What characterizes that body? Presumably all would agree that our students are smart and hard-working. Some would add they are broadly political and often concerned about matters of the nation and world; others would lament that they are too pre-professional (i.e., too concerned about future careers, too focused on stuffing résumés, too utilitarian about coursework).

I would highlight a different feature: Our students are socially gifted. They are fun to be with, comfortable in social interactions and enjoy doing things with their fellow Hoyas. Their intelligence and social adeptness make Georgetown undergrads a delight to teach. No offense, but I don’t want Chicago undergrads.

The problem, I think, is that we don’t do enough to build on those strengths. Specifically, we don’t create enough opportunities for students to engage in intellectual enterprises with their friends and acquaintances, with their “group,” with housemates and floor mates in the dorms. Students can talk about the last basketball game because half of them were at it. They can talk about “Lost” or “Grey’s Anatomy” because many of them watch the show. What they can’t talk about is the book they are reading in course #8351 because the only people reading that book are the 35 other students in that class.

There are exceptions, and they are revealing. If one enters a dorm lounge and hears a conversation on intellectual matters, it’s likely to be about orgo, math, micro/macro economics, map of the modern world or the elections – all subjects that have a critical mass of students engaged in them. Less likely are conversations involving the traditional humanities (e.g., literature, philosophy and theology), in part because courses in those disciplines do not typically use common texts or progress through a shared set of concepts.
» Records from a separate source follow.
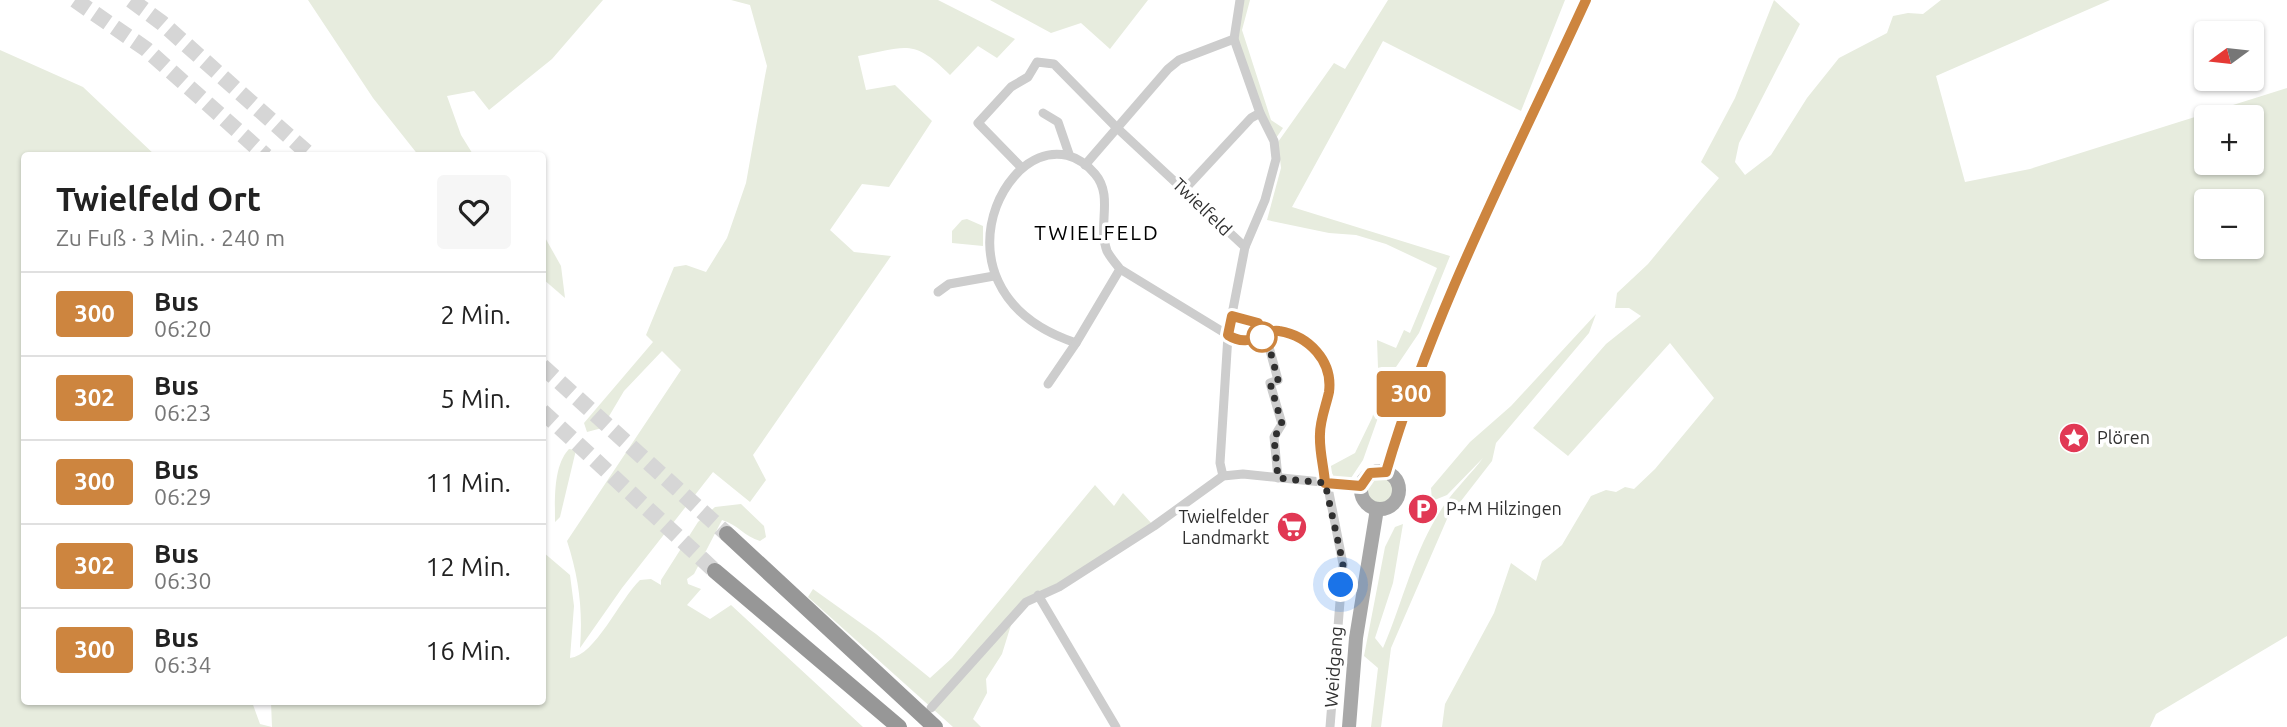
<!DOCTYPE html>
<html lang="de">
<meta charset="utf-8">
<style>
body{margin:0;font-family:Ubuntu,sans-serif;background:#f6f6f6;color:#222;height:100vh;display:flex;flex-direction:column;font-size:26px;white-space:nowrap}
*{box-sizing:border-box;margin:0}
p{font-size:23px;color:#767676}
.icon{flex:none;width:38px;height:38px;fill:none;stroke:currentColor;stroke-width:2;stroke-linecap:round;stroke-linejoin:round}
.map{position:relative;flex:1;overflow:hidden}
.details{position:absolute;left:21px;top:152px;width:525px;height:553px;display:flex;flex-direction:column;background:#fff;border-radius:7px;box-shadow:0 2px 5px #0004}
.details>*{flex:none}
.badge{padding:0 14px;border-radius:5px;font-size:24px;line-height:46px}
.needle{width:46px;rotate:255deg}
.buttons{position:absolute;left:2194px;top:21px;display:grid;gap:14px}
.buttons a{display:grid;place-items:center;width:70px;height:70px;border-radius:7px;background:#fff;box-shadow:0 2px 5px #0004;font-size:35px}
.you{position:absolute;width:35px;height:35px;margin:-18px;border:5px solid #fff;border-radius:50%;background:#1a73e8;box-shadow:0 0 0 10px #1a73e833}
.map>.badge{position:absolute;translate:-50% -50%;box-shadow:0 0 0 4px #fff}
.round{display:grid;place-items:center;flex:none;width:74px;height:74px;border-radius:7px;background:#f6f6f6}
.summary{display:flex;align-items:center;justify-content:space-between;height:119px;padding:0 35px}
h1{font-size:33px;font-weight:700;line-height:52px}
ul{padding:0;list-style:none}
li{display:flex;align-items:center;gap:21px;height:84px;padding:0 35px;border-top:2px solid #e0e0e0}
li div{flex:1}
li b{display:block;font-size:26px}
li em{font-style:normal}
li .badge{min-width:77px;font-weight:700;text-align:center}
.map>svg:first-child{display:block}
.green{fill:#e7ecde;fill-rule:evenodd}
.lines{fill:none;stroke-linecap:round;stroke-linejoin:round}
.highway-tunnel{stroke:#d6d6d6;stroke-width:16;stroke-dasharray:16 8;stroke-linecap:butt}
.street{stroke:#cdcdcd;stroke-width:9}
.primary{stroke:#a8a8a8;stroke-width:14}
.highway{stroke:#979797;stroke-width:16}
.line-casing{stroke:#fff;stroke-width:16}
.line{stroke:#cd853f;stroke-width:10}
.walk{stroke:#303030;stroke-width:7;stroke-dasharray:0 12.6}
.stop-dot{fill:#fff;stroke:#cd853f;stroke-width:3.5}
.labels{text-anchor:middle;stroke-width:7;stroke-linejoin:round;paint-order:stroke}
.street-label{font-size:18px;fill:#303030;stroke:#fff}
.poi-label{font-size:18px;fill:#303030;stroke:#fff;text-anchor:start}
.quarter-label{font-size:21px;letter-spacing:2px;fill:#000;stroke:#fff}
</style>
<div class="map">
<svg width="2287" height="727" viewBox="0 0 2287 727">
<rect width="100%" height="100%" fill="#fff"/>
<g class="green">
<path d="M 308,0 L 603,0 L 552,59 L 489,110 L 474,91 L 447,96 L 461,135 L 474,156 L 419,156 L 373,98 Z"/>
<path d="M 731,0 L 938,0 L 1015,39 L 997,58 L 978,46 L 950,75 C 913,38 907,47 858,56 L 866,90 L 895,85 L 932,121 L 889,187 L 862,184 L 830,230 L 854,252 L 891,256 L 753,455 L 766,480 L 750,502 L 713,472 L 622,588 L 580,648 C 583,610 579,578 567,541 L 681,370 L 662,351 L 624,391 L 602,428 L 587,432 L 584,423 L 653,342 L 646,335 L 674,267 L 686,265 L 706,272 L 727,238 L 746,183 L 765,76 L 767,66 L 750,5 Z"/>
<path d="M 990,0 L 1148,0 L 1110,49 L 1081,23 L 1051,33 Z"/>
<path d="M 1240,0 L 1250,0 L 1242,30 L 1271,120 L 1283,128 L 1274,141 L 1234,39 Z"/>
<path d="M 1388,0 L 1565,0 L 1521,111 L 1383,41 L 1292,207 L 1450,256 L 1419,333 L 1396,367 L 1363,460 L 1349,481 L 1335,479 L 1329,467 L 1355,453 L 1372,418 L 1379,396 L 1377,340 L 1396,348 L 1404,330 L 1410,333 L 1437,268 L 1386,244 L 1356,235 L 1329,233 L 1267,220 L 1281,168 L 1278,142 L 1334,63 L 1345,69 Z"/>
<path d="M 1774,0 L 1800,24 L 1739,143 L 1735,162 L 1745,175 L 1771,155 L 1807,98 L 1839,58 L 1887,33 L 1893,16 L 1908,13 L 1923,14 L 1941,0 L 2110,0 L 1936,76 L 1965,182 L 2030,169 L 2287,88 L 2287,636 L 2156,714 L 2150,727 L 1442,727 L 1445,704 L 1494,613 L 1511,563 L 1536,581 L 1542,561 L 1562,545 L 1591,496 L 1606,490 L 1616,492 L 1625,487 L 1634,489 L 1655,469 L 1714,398 L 1670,343 L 1568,456 L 1533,428 L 1606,344 L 1641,316 L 1629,308 L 1615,308 L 1617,293 L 1648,264 L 1719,178 L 1701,162 L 1735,98 ZM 2252,117 L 2252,163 L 2207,163 L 2207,117 ZM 2207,201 L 2252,201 L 2252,247 L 2207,247 Z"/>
<path d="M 0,50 L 83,87 L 156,156 L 24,156 L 24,702 L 252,702 L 260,724 L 272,727 L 271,702 L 542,702 L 543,552 L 570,575 L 574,606 L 570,658 C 595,656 620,599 640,580 L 651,579 L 661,585 L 661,580 L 698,522 L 715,507 L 741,504 L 764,526 L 766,537 L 760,541 C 745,537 737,524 722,520 L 694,574 L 687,579 L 688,584 L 701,589 L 687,605 L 710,619 L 731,605 L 863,727 L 0,727 Z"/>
<path d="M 967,219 L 983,226 L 983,246 L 952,243 L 952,231 L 962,220 Z"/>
<path d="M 543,234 L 561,266 L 565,298 L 543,279 Z"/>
<path d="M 1596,314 L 1589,333 L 1496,443 L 1492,461 L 1447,519 L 1391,648 L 1381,727 L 1371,727 L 1378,668 L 1364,656 L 1385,547 L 1395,527 L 1403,524 L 1393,583 L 1375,638 L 1383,648 C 1404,600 1414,548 1445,504 C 1456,488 1471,474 1483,458 L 1447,495 L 1432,501 L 1431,488 L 1470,442 L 1511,406 Z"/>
<path d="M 569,449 L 576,450 L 560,517 L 555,522 C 555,500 553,466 569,449 Z"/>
<circle cx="1380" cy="491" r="14"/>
<path d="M 1095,485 L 1114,506 L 1123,493 L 1154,526 L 1015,612 L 1002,654 L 986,679 L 987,693 L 973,719 L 981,727 L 953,727 L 808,597 L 813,589 L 876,634 L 930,678 L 952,658 Z"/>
</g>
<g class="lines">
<g class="highway-tunnel">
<path d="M 75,0 L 146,49 L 266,156"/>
<path d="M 131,0 L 162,23 L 311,156"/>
<path d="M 542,366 L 727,534"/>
<path d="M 542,411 L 715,571"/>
</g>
<g class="street">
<path d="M 1240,0 L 1234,39 L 1260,113 L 1274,141 L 1276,159 L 1265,200 L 1245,247"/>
<path d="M 1043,113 L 1058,122 L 1069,154"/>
<path d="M 1085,165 L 1168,69 L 1179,60 L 1234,39"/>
<path d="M 1021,167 L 978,123 L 1011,87 L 1028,77 L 1037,62 L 1054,64 L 1116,127 L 1245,247 L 1228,335 L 1220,463 L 1223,476"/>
<path d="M 1185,189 L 1251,118 L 1260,113"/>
<path d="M 1120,269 C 1116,264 1110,257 1107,251 C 1097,226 1114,196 1095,174 C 1025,92 908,287 1076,343 L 1120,269 L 1228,335"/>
<path d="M 938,292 L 949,284 L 994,276"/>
<path d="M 1232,316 L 1301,339 L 1323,359 L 1329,374 L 1329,389 L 1320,447 L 1343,564 L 1330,727"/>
<path d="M 1266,336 L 1278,380 L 1270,383 L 1282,424 L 1274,437 L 1278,478"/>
<path d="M 1048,384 L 1076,343"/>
<path d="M 1038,595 L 1116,727"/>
<path d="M 931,708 L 1026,602 L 1059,587 L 1154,526 L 1223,476 L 1243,474 L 1361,486"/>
</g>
<g class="primary">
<circle cx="1380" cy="490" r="19"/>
<path d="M 1386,472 C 1434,308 1514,155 1586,0"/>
<path d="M 1349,727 L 1356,638 L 1377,509"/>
</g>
<g class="highway">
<path d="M 727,534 L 935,727"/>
<path d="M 715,571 L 899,727"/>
</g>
</g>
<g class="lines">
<g class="line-casing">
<path id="line" d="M 1258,323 L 1232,316 L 1228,335 C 1251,350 1264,328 1279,331 C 1309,336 1333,361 1329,392 C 1326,406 1320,420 1320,434 C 1319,451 1324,467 1325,483 L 1361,486 L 1370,473 L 1386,472 C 1434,308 1515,155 1586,0"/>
</g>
<use href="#line" class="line"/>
<path class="walk" d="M 1262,337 L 1266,335 L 1278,380 L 1270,383 L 1282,424 L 1274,438 L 1278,478 L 1325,483 L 1343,564 L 1341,585"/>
</g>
<defs>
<g id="sight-disc" transform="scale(1.575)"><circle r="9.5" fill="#e13854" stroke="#fff"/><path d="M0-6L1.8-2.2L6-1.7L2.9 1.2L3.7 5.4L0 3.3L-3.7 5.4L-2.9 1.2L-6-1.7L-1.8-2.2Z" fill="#fff"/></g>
<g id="parking-disc" transform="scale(1.575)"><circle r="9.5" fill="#e13854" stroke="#fff"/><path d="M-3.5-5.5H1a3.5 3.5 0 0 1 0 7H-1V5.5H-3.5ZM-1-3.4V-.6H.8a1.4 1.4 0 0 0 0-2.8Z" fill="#fff"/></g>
<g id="supermarket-disc" transform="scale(1.575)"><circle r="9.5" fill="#e13854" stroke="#fff"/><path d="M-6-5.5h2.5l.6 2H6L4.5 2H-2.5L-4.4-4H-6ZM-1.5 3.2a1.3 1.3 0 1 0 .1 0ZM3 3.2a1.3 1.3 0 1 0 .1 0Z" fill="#fff"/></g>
</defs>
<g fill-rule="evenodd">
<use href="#sight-disc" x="2074" y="438"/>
<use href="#parking-disc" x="1423" y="509"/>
<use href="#supermarket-disc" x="1292" y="527"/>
</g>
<circle class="stop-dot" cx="1262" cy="337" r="14"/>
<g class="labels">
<g class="street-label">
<text transform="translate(1202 207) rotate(44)" y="6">Twielfeld</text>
<text transform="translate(1334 667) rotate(-86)" y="6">Weidgang</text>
</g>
<g class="poi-label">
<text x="2097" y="444">Plören</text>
<text x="1446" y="515">P+M Hilzingen</text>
<text x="1269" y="523" text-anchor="end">Twielfelder<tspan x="1269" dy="21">Landmarkt</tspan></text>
</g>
<g class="quarter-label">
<text x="1097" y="240">TWIELFELD</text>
</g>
</g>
</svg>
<div class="buttons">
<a><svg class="needle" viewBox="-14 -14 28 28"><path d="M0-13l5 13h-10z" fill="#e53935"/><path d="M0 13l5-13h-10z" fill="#767676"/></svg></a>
<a>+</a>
<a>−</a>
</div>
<div class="you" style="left:1341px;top:585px"></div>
<b class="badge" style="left:1411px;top:394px;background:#cd853f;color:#fff">300</b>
<section class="details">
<div class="summary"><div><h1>Twielfeld Ort</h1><p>Zu Fuß · 3 Min. · 240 m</p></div><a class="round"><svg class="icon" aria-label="heart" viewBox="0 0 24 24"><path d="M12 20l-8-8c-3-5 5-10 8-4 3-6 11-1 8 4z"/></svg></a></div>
<ul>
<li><span class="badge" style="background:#cd853f;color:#fff">300</span><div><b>Bus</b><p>06:20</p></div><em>2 Min.</em></li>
<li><span class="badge" style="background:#cd853f;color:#fff">302</span><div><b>Bus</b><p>06:23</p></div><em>5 Min.</em></li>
<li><span class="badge" style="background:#cd853f;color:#fff">300</span><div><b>Bus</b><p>06:29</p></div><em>11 Min.</em></li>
<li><span class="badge" style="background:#cd853f;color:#fff">302</span><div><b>Bus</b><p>06:30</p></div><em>12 Min.</em></li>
<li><span class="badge" style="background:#cd853f;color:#fff">300</span><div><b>Bus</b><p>06:34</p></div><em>16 Min.</em></li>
</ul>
</section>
</div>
y sense is that our students enjoy doing things with each other (a lot). It almost doesn’t matter what they’re doing (service projects or video games) as long as they’re doing it with one another (witness the stunning success of the recent Relay For Life). They will attend academic lectures if there’s a public “buzz” about them (e.g., the McGrath-Hitchens debate in Gaston Hall) or discuss novels if they can do so with their friends.

How, then, can the intellectual life be “de-privatized,” i.e., made so that it more readily appears within the various social networks that engage our students? The key, I think, is to create common intellectual experiences among a critical mass of students. One approach: Each semester designate an author, book, article or ethical issue (or a set of the same) that can be adopted by faculty (optionally, of course) in a variety of courses, coupled perhaps with high-profile lectures, performances or other events that create a campus “buzz” around the selected topic.

If we de-privatize the campus’s intellectual life and build on our students’ natural enjoyment of engaging one another, I think we’ll be in a better position to achieve the worthy goals of the Intellectual Life Report.

Fr. Christopher Steck, S.J., is an associate professor in the theology department.